GRADO. Nella notte fra il 23 e il 24 maggio del 1915, alle 3 di notte, dal cacciatorpediniere della Marina italiana Zeffiro al comando di Arturo Ciano, partì la prima cannonata della Grande guerra. Complessivamente furono 169 le cannonate sparate contro la caserma di Porto Buso che allora segnava il confine fra Italia e Austria (il canale rappresenta oggi il confine fra la laguna di Grado e di Marano). Prima delle cannonate, dallo Zeffiro fu lanciato un siluro che, però, fece cilecca, come racconta nel suo rapporto il comandante Ciano, essendosi lo stesso siluro arenato senza scoppiare su un bassofondo proprio in corrispondenza del pontile dove erano ormeggiati i mezzi nautici austriaci. La prima cannonata della Prima guerra mondiale andò a colpire proprio il pontile dove da anni ormai c’è una lapide che ricorda l’avvenimento e dove puntualmente i marinai in congedo dell’Anmi di Grado, si recano il 24 maggio a deporre una corona d’alloro a ricordo dell’avvenimento. Cosa che è avvenuta regolarmente anche ieri mattina con una semplice ma significativa cerimonia tra l’altro in un contesto ambientale attuale che riporta indietro nel tempo proprio a 103 anni fa: tutto distrutto e disboscato. Ma questa volta perché è in fase di realizzazione il nuovo edificio che sorgerà al posto dell’ex caserma della guardia di finanza (questa fu in seguito la destinazione della caserma austriaca di un secolo fa). Ecco allora la necessità di tagliare alberi ed eliminare il verde esistente ma ciò soprattutto, proprio a seguito delle vicende storiche del sito, per la necessità che c’è stata di fare tabula rasa per cercare l’eventuale presenza di ordigni bellici che a ogni modo non sono stati trovati. Piante e verde, spiega l’assessore Fabio Fabris, saranno naturalmente rimessi in sito non appena ultimai i lavori.

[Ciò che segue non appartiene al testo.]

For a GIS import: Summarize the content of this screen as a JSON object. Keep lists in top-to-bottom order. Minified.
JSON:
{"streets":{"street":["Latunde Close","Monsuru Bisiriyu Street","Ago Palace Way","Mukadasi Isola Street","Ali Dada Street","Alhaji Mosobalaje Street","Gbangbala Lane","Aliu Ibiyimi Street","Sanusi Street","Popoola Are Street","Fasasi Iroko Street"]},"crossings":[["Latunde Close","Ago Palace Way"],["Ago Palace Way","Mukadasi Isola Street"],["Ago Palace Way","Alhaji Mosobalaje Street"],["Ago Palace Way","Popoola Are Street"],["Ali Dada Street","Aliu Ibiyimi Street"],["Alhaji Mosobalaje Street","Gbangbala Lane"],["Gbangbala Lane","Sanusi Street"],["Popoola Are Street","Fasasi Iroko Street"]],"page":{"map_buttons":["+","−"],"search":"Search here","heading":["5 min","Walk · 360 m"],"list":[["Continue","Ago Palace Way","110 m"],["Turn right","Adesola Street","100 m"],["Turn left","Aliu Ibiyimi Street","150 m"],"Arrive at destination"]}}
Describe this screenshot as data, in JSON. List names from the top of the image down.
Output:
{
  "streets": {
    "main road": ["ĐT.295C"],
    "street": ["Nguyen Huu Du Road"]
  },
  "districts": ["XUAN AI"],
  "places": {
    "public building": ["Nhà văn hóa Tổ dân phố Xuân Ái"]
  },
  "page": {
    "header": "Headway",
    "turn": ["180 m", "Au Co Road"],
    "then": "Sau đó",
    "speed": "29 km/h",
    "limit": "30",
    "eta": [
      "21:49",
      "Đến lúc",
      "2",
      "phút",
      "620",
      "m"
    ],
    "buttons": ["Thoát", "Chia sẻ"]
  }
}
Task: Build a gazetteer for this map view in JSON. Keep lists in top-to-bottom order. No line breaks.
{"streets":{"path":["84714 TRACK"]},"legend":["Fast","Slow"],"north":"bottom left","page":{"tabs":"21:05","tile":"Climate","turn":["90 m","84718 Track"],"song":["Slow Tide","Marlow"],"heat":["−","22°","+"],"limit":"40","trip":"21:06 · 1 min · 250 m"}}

Dopo il lungo intervento che sarà effettuato pressoché completamente con quel sistema oggi identificato di edilizia sostenibile, ci sarà a disposizione la rifatta ex caserma della guardia di finanza che diventerà un centro didattico culturale ed espositivo legato in particolare alla laguna, e una torretta-osservatorio; è previsto il ripristino di un ulteriore edificio ma soprattutto il rifacimento e consolidamento degli argini per la quale impellente necessità legata alla sicurezza del sito, il Comune ha già interessato la Regione e la Protezione civile.
Presenti alla cerimonia di ieri mattina i marinai gradesi con il presidente Giovanni Nino Pastoricchio, il sindaco Dario Raugna che hanno tenuto i discorsi di circostanza, i carabinieri con il maresciallo capo Somma e i due carabinieri del gommone, il luogotenente Bianco di Circomare e il consigliere nazionale dell’Anmi Giorgio Seppi. Tornando alla storia, nella relazione di fine operazione il comandante Ciano (il documento fa parte dell’archivio storico della Marina Militare) così raccontava: “evitando ogni rumore, si entrava nel Canale di accesso di Porto Buso e, non veduti, si riusciva a superarlo felicemente fino a raggiungere il traverso del pontile e della Caserma Austriaca, a 500 metri di distanza sulla rotta magnetica 345°”.
Ecco allora scattare l’azione con il lancio del siluro contro il pontile aprendo il tiro a granata A. E. con i tre cannoni da 76 sulla caserma.
Il bilancio dell’operazione fu tremendo: pontile centrato con la distruzione dei mezzi nautici, caserma e torretta semidistrutte e fuggi fuggi degli uomini. Furono fatti prigionieri 48 di loro. Secondo altri diari in 6 riuscirono a fuggire e a porsi in salvo. Da parte italiana, come precisava il Capo di Stato Maggiore dell’Esercito generale Cadorna si segnalava “un morto e pochi feriti”. Tra l’altro non si può non ricordare ancora una volta come all’epoca dei fatti, Grado e la sua popolazione fossero divisi a metà: una parte con gli italiani, gli altri con gli austriaci tant’è che fra i militari arrestati, tra le file austriache c’erano anche alcuni gradesi.